Public Nuisance

What is Public Nuisance?

At common law public nuisance is a crime for which the remedy is criminal proceedings.  It is defined as an unlawful act or omission which endangers or interferes with the lives, comfort, property or common rights of the public.  Probably the most well-known example of public nuisance is obstructing the highway, though everyday obstructions such as road repairs and scaffolding are lawful so long as they are reasonable and do not occur for an excessive time.  Historically, public nuisance has embraced a wide number of activities, ranging from dumping sewage into a river to playing loud music on a stereo in a public park.  In its early incarnation, offences had only a criminal nature.  The law subsequently developed to allow private individuals to bring actions if they had suffered a peculiar nuisance that was different in kind to that suffered by the public at large.  Public nuisance thus came to overlap with elements of tort law and property law.    

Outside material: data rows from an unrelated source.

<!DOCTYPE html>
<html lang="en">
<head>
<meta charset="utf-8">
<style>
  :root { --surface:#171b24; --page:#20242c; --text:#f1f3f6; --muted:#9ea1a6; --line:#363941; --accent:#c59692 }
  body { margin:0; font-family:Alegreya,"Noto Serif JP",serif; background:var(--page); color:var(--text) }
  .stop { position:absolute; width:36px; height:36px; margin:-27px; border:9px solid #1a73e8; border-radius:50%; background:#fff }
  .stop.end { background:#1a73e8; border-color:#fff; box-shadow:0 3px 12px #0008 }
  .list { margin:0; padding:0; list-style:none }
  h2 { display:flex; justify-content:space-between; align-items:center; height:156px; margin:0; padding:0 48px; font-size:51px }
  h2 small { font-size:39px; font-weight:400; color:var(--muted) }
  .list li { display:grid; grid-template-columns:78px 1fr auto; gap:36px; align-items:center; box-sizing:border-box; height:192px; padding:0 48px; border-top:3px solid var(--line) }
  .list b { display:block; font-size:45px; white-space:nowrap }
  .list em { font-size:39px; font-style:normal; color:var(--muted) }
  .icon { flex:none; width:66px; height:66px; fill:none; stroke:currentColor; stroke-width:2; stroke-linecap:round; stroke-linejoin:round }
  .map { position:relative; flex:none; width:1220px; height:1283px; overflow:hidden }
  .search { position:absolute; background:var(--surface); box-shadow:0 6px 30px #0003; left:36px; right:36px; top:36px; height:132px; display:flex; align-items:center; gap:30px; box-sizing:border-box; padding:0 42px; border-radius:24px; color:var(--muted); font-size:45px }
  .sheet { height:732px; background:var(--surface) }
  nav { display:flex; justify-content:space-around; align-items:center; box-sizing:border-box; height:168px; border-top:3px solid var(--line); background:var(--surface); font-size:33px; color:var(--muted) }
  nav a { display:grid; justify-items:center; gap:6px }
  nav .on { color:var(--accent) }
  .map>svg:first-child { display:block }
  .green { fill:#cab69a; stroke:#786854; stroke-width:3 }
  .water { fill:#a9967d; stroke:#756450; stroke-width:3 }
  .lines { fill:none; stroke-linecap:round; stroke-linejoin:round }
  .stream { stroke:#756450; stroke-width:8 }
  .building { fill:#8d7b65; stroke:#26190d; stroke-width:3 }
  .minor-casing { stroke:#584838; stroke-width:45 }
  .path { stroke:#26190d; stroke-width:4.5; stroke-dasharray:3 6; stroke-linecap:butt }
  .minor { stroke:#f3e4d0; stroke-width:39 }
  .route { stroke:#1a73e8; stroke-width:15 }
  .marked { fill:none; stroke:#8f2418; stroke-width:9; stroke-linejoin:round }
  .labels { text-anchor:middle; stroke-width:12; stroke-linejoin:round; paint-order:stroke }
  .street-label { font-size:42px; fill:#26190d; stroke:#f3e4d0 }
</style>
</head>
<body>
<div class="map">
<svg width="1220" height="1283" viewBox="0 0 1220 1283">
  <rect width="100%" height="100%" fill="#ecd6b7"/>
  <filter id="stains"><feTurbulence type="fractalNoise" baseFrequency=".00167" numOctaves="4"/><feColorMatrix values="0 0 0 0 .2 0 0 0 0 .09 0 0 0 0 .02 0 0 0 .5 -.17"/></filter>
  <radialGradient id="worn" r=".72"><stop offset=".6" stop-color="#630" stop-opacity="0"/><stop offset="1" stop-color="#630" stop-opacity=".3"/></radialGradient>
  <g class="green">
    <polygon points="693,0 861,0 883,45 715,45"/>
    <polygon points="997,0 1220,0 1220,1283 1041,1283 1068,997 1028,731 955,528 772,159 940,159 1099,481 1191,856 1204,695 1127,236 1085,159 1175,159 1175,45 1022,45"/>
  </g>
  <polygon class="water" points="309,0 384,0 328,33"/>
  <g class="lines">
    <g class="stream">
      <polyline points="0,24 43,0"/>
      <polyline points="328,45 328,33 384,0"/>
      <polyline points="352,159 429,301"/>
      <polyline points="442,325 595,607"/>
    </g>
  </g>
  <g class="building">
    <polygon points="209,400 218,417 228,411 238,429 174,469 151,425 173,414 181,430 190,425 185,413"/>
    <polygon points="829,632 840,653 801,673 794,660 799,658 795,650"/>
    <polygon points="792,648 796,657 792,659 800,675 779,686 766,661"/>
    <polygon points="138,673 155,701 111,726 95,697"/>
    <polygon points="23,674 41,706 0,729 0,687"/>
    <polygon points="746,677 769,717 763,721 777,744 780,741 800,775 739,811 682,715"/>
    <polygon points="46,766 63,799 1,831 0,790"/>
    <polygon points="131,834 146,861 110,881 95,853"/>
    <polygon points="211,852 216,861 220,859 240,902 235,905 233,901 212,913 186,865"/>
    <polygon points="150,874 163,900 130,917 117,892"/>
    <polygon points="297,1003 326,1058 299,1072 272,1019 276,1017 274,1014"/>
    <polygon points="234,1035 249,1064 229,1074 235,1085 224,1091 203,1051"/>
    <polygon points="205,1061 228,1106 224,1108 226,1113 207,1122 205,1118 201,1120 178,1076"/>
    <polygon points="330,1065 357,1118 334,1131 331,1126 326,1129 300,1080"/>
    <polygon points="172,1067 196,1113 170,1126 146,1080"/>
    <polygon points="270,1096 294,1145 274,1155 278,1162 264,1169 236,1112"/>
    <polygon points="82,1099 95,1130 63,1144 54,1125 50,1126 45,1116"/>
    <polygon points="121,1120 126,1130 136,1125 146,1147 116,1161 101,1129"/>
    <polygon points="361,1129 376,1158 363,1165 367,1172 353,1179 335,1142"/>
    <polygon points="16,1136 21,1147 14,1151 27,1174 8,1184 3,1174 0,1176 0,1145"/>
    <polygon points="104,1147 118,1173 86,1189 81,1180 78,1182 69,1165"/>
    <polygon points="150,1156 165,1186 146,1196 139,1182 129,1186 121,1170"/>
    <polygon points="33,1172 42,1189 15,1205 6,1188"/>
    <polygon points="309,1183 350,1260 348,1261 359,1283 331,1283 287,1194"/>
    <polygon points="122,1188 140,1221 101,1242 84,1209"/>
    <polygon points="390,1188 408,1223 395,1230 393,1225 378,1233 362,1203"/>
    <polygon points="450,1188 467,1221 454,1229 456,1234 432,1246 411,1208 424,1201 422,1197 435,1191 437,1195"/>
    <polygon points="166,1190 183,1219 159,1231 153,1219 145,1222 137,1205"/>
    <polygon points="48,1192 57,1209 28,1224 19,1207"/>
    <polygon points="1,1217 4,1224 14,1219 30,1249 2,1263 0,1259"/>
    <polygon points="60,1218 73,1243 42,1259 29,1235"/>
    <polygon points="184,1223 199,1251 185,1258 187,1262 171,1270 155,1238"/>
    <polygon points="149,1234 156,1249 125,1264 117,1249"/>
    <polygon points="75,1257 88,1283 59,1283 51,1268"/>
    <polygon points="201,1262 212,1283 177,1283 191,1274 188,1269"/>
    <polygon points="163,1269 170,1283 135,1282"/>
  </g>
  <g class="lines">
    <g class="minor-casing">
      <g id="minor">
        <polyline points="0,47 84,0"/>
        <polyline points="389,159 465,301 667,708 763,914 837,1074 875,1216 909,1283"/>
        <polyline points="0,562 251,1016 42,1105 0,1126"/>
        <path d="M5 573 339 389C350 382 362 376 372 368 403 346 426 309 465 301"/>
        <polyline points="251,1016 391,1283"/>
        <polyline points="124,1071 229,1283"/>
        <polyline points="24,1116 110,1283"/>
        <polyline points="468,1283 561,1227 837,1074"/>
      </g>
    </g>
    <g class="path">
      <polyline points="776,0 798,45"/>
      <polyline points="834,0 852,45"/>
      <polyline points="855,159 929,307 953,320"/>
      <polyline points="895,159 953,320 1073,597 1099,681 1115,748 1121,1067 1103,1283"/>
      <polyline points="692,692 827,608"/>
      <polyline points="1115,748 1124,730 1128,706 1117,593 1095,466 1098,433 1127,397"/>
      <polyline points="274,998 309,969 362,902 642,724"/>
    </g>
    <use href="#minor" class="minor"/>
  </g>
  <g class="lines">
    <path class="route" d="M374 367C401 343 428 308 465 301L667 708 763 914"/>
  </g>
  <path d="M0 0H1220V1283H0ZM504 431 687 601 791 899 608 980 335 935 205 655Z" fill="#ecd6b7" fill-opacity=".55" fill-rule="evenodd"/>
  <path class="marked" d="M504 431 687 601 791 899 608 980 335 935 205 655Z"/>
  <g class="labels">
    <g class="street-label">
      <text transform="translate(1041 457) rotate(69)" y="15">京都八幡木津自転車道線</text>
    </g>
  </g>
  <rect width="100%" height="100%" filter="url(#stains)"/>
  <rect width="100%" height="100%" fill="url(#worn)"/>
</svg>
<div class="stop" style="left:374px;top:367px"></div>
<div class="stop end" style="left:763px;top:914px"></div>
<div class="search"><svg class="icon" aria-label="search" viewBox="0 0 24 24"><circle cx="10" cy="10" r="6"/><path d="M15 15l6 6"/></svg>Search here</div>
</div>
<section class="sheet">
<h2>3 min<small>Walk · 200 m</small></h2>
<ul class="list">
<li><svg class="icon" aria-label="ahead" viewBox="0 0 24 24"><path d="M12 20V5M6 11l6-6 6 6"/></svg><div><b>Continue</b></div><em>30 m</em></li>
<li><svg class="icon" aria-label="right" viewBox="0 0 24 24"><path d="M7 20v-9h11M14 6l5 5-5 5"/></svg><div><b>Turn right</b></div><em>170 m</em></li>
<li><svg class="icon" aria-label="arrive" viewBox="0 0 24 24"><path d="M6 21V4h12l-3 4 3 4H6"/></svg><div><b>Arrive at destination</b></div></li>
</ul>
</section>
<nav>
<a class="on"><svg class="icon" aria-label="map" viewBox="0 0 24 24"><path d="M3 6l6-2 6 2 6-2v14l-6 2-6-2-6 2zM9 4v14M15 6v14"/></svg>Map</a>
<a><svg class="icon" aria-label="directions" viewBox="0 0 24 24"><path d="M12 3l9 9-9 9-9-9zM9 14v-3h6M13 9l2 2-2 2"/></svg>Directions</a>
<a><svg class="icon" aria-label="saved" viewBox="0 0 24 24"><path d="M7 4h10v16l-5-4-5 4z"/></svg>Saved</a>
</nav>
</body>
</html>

Who are the ‘public’ in public nuisance?

Identifying the public affected by a public nuisance is not as simple as might initially be thought.  Clearly, unlawful obstruction of the highway in Liverpool does not affect the public of Plymouth.  But does it affect all, or only some, of the public of Liverpool?  The modern definition is that rights common to all HM’s subjects must be affected, in other words, not necessarily all the public, but rather the rights which they enjoy as citizens.  A good illustration is found in the Law Reports.  A quarry produced noise, dirt and vibrations which affected the neighbourhood.  The court had to decide if this was a private nuisance which only affected some residents, or a public nuisance affecting all HM’s subjects in the area.  An injunction was ultimately granted to stop the quarry from causing a public nuisance.  Among other things, the court held that the public means a class of HM’s subjects.  Not every member of the class need be affected by the nuisance so long as a representative cross-section is.  Additionally, if the nuisance is so widespread that the community as a whole must take action, as it would be unreasonable for a single individual to do so, then the nuisance is public.  Consequently, the public means a considerable number of persons or a section of the public.

Knowledge of the nuisance

It is not necessary for the perpetrator to have knowledge of the nuisance.  It is sufficient enough to show that a defendant ought to have known that a nuisance would occur.

Developments in the law

Following a number of important cases and statutory developments the common law crime of public nuisance has all but disappeared, and been replaced by provisions in legislation such as the Criminal Justice and Public Order Act 1994 and the Protection from Harassment Act 1997.  Prosecutions should now be brought under the relevant legislation, which is less vague than the common law and which more clearly outlines the various defences.  Public nuisance at common law is still a crime, however, and has not been abolished.  But in practice, charges of public nuisance should be brought under the relevant statute, where possible, and it seems there will be fewer and fewer instances in future where the common law will apply.

Statutory nuisance

Special mention ought to be given to the Environmental Protection Act 1990.  Under s80 of this Act a local authority officer who is satisfied that a nuisance exists can serve the perpetrator with an abatement notice, compelling them to stop the nuisance.  Failure to comply with the notice is a criminal offence.  Also of importance is the Noise and Statutory Nuisance Act 1993, as amended by the Clean Neighbourhoods and Environment Act 2005.  The Act makes certain noise in the street, such as that from loudspeakers or car alarms, a statutory nuisance.  The local authority can also charge the person responsible for any expenses the authority incurs when abating or preventing the nuisance.  The procedures, however, are complicated, and many local authorities may be wary of attempting enforcement.  There is also the Noise Act 1996 which imposes a duty on a local authority to follow up complaints of excessive noise coming from a house.  A warning notice may be served if the noise exceeds permitted limits and occurs between 11.00pm and 7.30am.  Failure to comply with the notice is an offence.